■ Action item ■
Once the data has been read, return all of it precisely as written.

Stored data entries

☆ ☆ ☆ ☆ ☆ ☆ ☆

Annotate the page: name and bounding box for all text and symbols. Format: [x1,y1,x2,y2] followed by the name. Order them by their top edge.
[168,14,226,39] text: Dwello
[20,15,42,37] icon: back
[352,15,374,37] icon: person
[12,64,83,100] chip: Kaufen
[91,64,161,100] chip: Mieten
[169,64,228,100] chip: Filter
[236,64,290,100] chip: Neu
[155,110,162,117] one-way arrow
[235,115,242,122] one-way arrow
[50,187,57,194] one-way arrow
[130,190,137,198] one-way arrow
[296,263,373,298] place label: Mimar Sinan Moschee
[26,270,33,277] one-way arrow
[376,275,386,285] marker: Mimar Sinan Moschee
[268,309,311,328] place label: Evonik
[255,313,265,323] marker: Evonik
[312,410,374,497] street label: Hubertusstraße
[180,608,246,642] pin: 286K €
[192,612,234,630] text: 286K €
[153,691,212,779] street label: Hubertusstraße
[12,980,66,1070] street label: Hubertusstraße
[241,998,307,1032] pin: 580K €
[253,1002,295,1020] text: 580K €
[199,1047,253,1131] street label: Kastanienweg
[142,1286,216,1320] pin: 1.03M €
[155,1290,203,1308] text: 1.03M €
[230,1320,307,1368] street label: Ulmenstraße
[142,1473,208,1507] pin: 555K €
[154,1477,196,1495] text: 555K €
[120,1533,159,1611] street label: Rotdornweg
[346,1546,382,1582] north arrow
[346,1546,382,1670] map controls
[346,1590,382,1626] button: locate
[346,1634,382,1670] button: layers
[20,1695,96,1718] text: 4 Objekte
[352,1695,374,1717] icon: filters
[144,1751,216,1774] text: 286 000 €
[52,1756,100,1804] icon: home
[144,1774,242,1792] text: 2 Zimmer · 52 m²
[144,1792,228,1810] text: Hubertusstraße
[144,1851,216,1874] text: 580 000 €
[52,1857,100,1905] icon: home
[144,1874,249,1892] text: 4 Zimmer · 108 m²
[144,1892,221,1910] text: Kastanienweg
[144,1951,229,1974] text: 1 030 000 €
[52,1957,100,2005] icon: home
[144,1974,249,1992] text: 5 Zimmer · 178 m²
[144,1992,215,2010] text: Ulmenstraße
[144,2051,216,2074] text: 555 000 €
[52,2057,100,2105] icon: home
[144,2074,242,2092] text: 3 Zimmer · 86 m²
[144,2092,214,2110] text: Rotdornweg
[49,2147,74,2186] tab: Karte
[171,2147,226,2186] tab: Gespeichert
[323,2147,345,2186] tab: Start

☆ ☆ ☆ ☆ ☆ ☆ ☆

■ Result for this exercise ■
Annotate the page: name and bounding box for all text and symbols. Format: [x1,y1,x2,y2] followed by the name. Order them by their top edge.
[168,14,226,39] text: Dwello
[20,15,42,37] icon: back
[352,15,374,37] icon: person
[12,64,83,100] chip: Kaufen
[91,64,161,100] chip: Mieten
[169,64,228,100] chip: Filter
[236,64,290,100] chip: Neu
[155,110,162,117] one-way arrow
[235,115,242,122] one-way arrow
[50,187,57,194] one-way arrow
[130,190,137,198] one-way arrow
[296,263,373,298] place label: Mimar Sinan Moschee
[26,270,33,277] one-way arrow
[376,275,386,285] marker: Mimar Sinan Moschee
[268,309,311,328] place label: Evonik
[255,313,265,323] marker: Evonik
[312,410,374,497] street label: Hubertusstraße
[180,608,246,642] pin: 286K €
[192,612,234,630] text: 286K €
[153,691,212,779] street label: Hubertusstraße
[12,980,66,1070] street label: Hubertusstraße
[241,998,307,1032] pin: 580K €
[253,1002,295,1020] text: 580K €
[199,1047,253,1131] street label: Kastanienweg
[142,1286,216,1320] pin: 1.03M €
[155,1290,203,1308] text: 1.03M €
[230,1320,307,1368] street label: Ulmenstraße
[142,1473,208,1507] pin: 555K €
[154,1477,196,1495] text: 555K €
[120,1533,159,1611] street label: Rotdornweg
[346,1546,382,1582] north arrow
[346,1546,382,1670] map controls
[346,1590,382,1626] button: locate
[346,1634,382,1670] button: layers
[20,1695,96,1718] text: 4 Objekte
[352,1695,374,1717] icon: filters
[144,1751,216,1774] text: 286 000 €
[52,1756,100,1804] icon: home
[144,1774,242,1792] text: 2 Zimmer · 52 m²
[144,1792,228,1810] text: Hubertusstraße
[144,1851,216,1874] text: 580 000 €
[52,1857,100,1905] icon: home
[144,1874,249,1892] text: 4 Zimmer · 108 m²
[144,1892,221,1910] text: Kastanienweg
[144,1951,229,1974] text: 1 030 000 €
[52,1957,100,2005] icon: home
[144,1974,249,1992] text: 5 Zimmer · 178 m²
[144,1992,215,2010] text: Ulmenstraße
[144,2051,216,2074] text: 555 000 €
[52,2057,100,2105] icon: home
[144,2074,242,2092] text: 3 Zimmer · 86 m²
[144,2092,214,2110] text: Rotdornweg
[49,2147,74,2186] tab: Karte
[171,2147,226,2186] tab: Gespeichert
[323,2147,345,2186] tab: Start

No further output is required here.